And then the moment comes when the cage door swings into place.
Suddenly one realizes that the course of the next years - perhaps really the last few years as well - has been set. The creeping things that have edging up on one's life suddenly overtake one in one great overwhelming wave. The die seems cast.
The illusion - and of now it appears to be an illusion - of choice and options seems stripped away. Life - at least one's own life - seems revealed for what it really is: a pre-programmed series of activities that leaves little to choice or chance.
Taxi to commute. Commute to work. Work to commute. Commute to dinner and the chores that need to be done. And then comes the choice: do I get the sleep that I need, or do something that I want to? One cannot go forever without sleep.

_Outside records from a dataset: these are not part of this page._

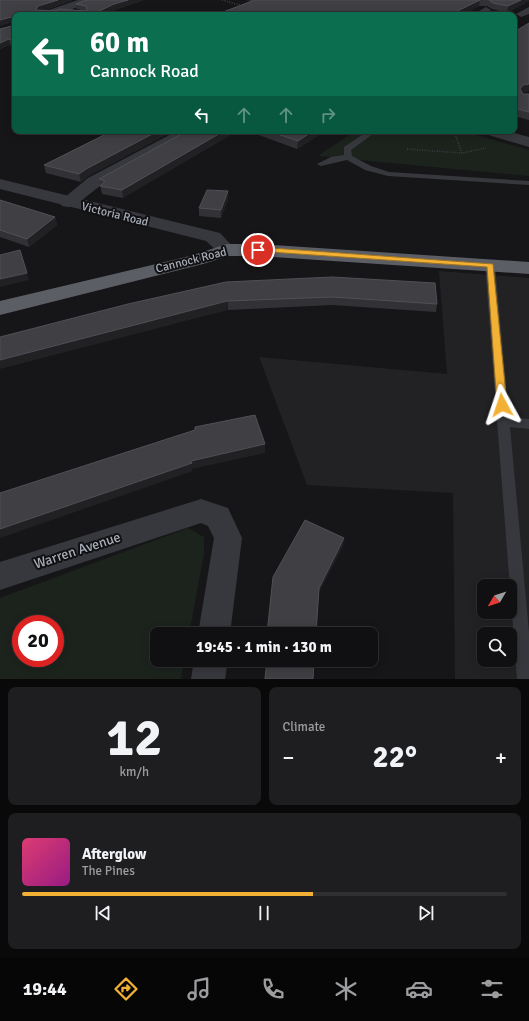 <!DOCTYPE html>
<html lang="en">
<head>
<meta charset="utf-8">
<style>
	body { margin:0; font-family:Signika,sans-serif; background:#1e1e20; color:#f1f3f6; height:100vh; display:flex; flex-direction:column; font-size:15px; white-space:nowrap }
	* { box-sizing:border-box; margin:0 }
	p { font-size:13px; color:#9c9d9f }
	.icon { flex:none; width:22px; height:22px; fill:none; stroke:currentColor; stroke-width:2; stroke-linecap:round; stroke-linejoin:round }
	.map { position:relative; height:679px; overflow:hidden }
	.side { display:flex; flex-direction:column; gap:8px; padding:8px; background:#09090a; flex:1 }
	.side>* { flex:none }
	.top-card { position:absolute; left:12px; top:12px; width:505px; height:122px; border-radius:8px; box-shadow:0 2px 10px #0003,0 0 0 1px #303032; background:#0b6e4f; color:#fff; overflow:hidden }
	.needle { width:26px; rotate:231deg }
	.controls { position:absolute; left:477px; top:579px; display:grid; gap:8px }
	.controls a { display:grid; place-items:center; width:40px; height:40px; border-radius:8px; background:#101012; box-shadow:0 2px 10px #0003,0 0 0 1px #303032; font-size:20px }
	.speed { position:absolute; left:12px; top:615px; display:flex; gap:8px; font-size:20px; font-weight:700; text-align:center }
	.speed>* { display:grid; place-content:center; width:52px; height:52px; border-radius:50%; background:#101012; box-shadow:0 2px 10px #0003,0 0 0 1px #303032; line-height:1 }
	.speed .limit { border:6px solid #d22; background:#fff; color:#111 }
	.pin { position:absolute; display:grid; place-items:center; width:34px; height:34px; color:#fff; margin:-17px; border:2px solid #fff; border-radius:50%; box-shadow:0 1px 4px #0007 }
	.me { position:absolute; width:44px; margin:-22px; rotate:355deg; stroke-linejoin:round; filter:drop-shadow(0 0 3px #0008) }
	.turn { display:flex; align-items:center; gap:14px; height:84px; padding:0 12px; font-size:18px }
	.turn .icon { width:52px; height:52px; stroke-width:2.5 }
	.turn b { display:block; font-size:28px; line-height:34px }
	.lanes { display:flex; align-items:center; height:38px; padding:0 12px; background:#0003; justify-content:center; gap:20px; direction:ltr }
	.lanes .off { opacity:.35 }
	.big { font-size:30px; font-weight:800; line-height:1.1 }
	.side .card { flex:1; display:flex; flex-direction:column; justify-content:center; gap:6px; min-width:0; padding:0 14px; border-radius:8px; background:#1e1e20 }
	.side .dial { align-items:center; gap:0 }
	.dial b { font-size:52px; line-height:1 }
	.song { display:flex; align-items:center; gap:12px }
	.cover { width:48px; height:48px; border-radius:6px; background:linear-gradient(135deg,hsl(340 70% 55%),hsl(310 70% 35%)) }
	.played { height:4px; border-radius:2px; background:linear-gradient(90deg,#f2b134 60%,#303032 60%) }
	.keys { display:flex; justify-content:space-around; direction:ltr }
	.heat { display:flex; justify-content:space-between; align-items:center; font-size:22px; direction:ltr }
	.side .tiles { flex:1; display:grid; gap:8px; grid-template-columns:1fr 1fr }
	.card:last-child { grid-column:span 2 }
	.trip { position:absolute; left:150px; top:627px; width:228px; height:40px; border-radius:8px; background:#101012; box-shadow:0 2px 10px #0003,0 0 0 1px #303032; font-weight:800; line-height:40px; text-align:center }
	.dock { display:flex; height:64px; justify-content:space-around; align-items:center; background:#060607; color:#9c9d9f }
	.dock .icon { width:28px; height:28px }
	.dock .selected { color:#f2b134 }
	.dock b { font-size:18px; color:#f1f3f6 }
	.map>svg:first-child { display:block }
	.built { fill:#222225; fill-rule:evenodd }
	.green { fill:#1c231d; fill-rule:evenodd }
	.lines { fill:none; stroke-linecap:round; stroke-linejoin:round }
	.path { stroke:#3d3f44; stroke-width:1.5; stroke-dasharray:1 1.5; stroke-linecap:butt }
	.service { fill:#37383d; fill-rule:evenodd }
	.minor { fill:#37383d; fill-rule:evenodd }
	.tertiary { fill:#37383d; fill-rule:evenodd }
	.trunk { fill:#5b5e65; fill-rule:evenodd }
	.wall { fill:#323236 }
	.shaded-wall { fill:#212124 }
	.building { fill:#3f3f44; stroke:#4f5156 }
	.route { fill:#f2b134; stroke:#9d7322 }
	.labels { text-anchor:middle; stroke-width:4; stroke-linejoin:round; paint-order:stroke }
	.street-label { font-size:12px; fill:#a8adb8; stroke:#111113 }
	.near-street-label { font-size:14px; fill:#a8adb8; stroke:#111113 }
</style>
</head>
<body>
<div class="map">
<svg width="529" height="679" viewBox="0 0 529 679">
	<rect width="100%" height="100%" fill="#161618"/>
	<!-- built -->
	<path class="built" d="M 439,271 L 529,278 L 529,679 L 455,679 L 453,493 L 307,485 L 259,357 L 447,374 ZM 484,586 L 510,586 L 510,612 L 484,612 ZM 484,634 L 510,634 L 510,660 L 484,660 Z"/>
	<!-- green -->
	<g class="green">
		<polygon points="355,131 462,131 529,150 529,176 318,156"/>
		<path d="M 188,528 L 204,537 L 204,554 L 189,634 L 157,634 L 157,660 L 184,660 L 181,679 L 0,679 L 0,598 ZM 21,624 L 55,624 L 55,658 L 21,658 Z"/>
	</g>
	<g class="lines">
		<!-- path -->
		<g class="path">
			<polyline points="222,0 243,6"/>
			<polyline points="454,131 462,153 486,148"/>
			<polyline points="407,149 462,153"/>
		</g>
		<!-- service -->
		<g class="service">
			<polygon points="368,131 377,131 351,150 352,156 371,166 389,172 529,181 529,185 388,176 365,170 347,160 321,166 317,164 331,157 344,155 344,147"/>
			<polygon points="490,262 495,265 509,417 529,419 529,429 510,427 529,632 529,679 517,679 485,265"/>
		</g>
		<!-- minor -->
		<g class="minor">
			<path d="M 486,7 L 491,10 C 486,16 479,15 472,15 Z"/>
			<polygon points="529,7 529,14 521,17 516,14"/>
			<polygon points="177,131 195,131 193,134 100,186 74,206 68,207 62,206 59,202 88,178"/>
			<polygon points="483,131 507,131 529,137 529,147 485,134"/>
			<polygon points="201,499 228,508 242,538 230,634 198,634 214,538 208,526 201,523 0,590 0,562"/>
			<polygon points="194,660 228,660 225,679 191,679"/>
		</g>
		<!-- tertiary -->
		<g class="tertiary">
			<polygon points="78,0 93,0 92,2 55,15 39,15 40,13"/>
			<path d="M 0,179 L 220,233 L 236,250 L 234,254 C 221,257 215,249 206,241 L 0,189 Z"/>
		</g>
		<!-- trunk -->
		<polygon class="trunk" points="227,244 258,244 529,262 529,274 258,256 229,256 203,264 0,315 0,301 190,256"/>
	</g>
	<!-- wall -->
	<g class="wall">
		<polygon points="0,0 73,0 43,11 54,11 60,9 85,11 77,9 76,4 87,0 144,0 115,10 103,15 15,15 15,46 10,45 0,49 0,29 15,25 15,21 0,26"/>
		<polygon points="246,0 529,0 529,1 507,13 492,9 487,6 479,6 461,15 215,15 251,1"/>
		<polygon points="514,32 529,91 522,92 523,94 529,94 529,120 514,116"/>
		<polygon points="112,131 87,177 81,182 46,173 44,165"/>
		<polygon points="187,131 123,198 102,194 99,179"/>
		<polygon points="248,131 322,131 322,133 297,149"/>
		<polygon points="228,199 221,218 199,216 199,208"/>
		<polygon points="0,200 55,217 57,225 29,247 0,237"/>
		<polygon points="226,282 437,304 436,312 332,305 228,310"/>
		<polygon points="264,660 314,660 267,664 264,663"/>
	</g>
	<!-- shaded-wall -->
	<g class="shaded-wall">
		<polygon points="58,0 73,0 40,12 36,10 38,6"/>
		<polygon points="128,0 144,0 115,10 103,15 91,15 114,4"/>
		<polygon points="480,0 479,6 461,15 449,15"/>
		<polygon points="521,0 529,0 529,1 507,13 508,6"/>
		<polygon points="15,16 15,21 0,26 0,20"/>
		<polygon points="9,39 10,45 0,49 0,43"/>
		<polygon points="529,84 529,91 521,93 520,89 523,85"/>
		<polygon points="158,131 174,131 87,177 81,182 79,174 86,169"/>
		<polygon points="224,131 238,131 123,198 122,190"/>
		<polygon points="313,131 322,131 322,133 297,149 298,141"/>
		<polygon points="228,191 228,199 221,218 221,210"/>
		<polygon points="55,217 57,225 29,247 27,239"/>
		<polygon points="27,273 29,280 0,287 0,279"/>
		<polygon points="227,301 228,310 0,369 0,360"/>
		<polygon points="265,444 265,453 192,469 193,471 0,538 0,529 191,461"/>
		<polygon points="344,538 343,546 318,595 319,588"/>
	</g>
	<!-- building -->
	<g class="building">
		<polygon points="0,0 58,0 38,6 36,10 54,11 60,9 86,11 87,9 86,6 76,4 87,0 128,0 114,4 91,15 15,15 15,41 9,39 0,43 0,29 15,25 15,16 0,20"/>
		<polygon points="255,0 480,0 449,15 215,15"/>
		<polygon points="489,0 521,0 508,6 493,3"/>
		<polygon points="529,23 529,84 523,85 520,89 523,94 529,94 529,112 514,108 514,32"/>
		<polygon points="112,131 158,131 86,169 79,174 44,165"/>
		<polygon points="187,131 224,131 122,190 100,186 105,181 99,179"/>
		<polygon points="269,131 313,131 298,141"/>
		<polygon points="207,190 228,191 221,210 199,208"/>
		<polygon points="0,200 55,217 27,239 0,230"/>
		<polygon points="20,250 27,273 0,279 0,255"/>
		<polygon points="332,277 435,283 437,304 333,297 227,301 0,360 0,337 128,304 226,282"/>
		<polygon points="255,415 265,444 191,461 192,463 0,529 0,493 195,430 195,427"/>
		<polygon points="305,520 344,538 319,588 316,634 267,634 273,577"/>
		<polygon points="267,660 314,660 313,679 265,679"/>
	</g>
	<!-- route -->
	<polygon class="route" points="258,247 493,264 507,405 505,408 498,408 497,405 487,267 255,251 255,248"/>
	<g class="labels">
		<!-- street labels -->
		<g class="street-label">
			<text transform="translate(115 214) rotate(14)" y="4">Victoria Road</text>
			<text transform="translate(191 260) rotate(-14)" y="4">Cannock Road</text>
		</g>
		<!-- near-street labels -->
		<g class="near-street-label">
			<text transform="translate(77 550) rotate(-18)" y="5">Warren Avenue</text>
		</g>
	</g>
</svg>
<div class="controls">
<a><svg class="needle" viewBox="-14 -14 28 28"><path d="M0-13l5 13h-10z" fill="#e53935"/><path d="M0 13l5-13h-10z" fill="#9c9d9f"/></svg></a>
<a><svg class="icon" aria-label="search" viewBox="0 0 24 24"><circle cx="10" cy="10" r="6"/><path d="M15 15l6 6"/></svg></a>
</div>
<div class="speed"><div class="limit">20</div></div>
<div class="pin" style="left:258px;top:250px;background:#d93025"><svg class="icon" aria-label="arrive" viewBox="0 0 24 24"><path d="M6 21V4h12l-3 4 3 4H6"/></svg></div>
<svg class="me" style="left:502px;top:405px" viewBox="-20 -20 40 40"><path d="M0-17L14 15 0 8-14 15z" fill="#f2b134" stroke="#fff" stroke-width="4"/></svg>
<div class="trip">19:45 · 1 min · 130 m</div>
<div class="top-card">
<div class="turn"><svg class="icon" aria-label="left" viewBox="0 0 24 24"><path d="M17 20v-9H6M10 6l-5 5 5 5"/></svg><div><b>60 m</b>Cannock Road</div></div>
<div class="lanes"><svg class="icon" aria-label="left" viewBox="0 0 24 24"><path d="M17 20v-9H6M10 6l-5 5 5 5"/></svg><svg class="icon off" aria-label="ahead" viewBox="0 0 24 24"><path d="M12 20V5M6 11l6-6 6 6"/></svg><svg class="icon off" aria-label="ahead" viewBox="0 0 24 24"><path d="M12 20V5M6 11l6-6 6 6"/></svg><svg class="icon off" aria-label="right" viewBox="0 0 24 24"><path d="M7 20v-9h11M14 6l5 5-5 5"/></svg></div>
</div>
</div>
<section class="side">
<div class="tiles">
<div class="card dial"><b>12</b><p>km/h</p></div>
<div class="card"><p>Climate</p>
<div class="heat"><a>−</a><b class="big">22°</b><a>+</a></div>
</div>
<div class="card">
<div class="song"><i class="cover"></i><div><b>Afterglow</b><p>The Pines</p></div></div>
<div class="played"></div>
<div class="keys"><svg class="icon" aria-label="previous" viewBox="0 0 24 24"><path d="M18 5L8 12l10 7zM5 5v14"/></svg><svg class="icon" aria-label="pause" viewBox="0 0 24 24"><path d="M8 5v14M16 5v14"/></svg><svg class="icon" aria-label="next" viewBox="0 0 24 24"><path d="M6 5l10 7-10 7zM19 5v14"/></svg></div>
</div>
</div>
</section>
<nav class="dock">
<b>19:44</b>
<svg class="icon selected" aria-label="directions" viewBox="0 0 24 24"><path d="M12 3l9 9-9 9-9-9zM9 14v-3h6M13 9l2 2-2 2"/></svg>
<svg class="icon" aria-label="music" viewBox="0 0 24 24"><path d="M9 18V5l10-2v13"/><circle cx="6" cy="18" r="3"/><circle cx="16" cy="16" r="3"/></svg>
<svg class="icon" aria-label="phone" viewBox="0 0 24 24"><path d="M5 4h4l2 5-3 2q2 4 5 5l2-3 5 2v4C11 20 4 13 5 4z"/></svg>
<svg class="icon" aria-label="climate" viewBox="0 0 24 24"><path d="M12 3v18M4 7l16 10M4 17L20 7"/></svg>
<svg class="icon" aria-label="car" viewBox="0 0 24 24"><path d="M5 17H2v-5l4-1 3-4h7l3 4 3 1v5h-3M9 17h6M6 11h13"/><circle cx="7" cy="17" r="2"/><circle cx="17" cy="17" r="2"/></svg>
<svg class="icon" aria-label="filters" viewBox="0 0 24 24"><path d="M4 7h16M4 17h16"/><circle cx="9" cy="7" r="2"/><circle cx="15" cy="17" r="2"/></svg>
</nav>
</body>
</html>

The parts of life - one's own parts of life - get further and further wedged into the seconds and minutes that are available until, despondent, one is sorely tempted to start giving them up - after all, irregular practice does not lead to improvement and in fact just depresses one further.
Leaving what? A rut. A rut of work and responsibilities.
And then in a blinding flash, one understands why middle age crises happen. Because others must come to the same realization, the same inward shudder as the door closes when there still seems to be so much of life left but it is seems beyond the reach. The inward shudder, followed by the sense of depression, that comes when one feel's that life is nothing more than a shell of "musts" and "have to".
The sense that life is fleeting by while one sits in traffic, going to and from but never really doing.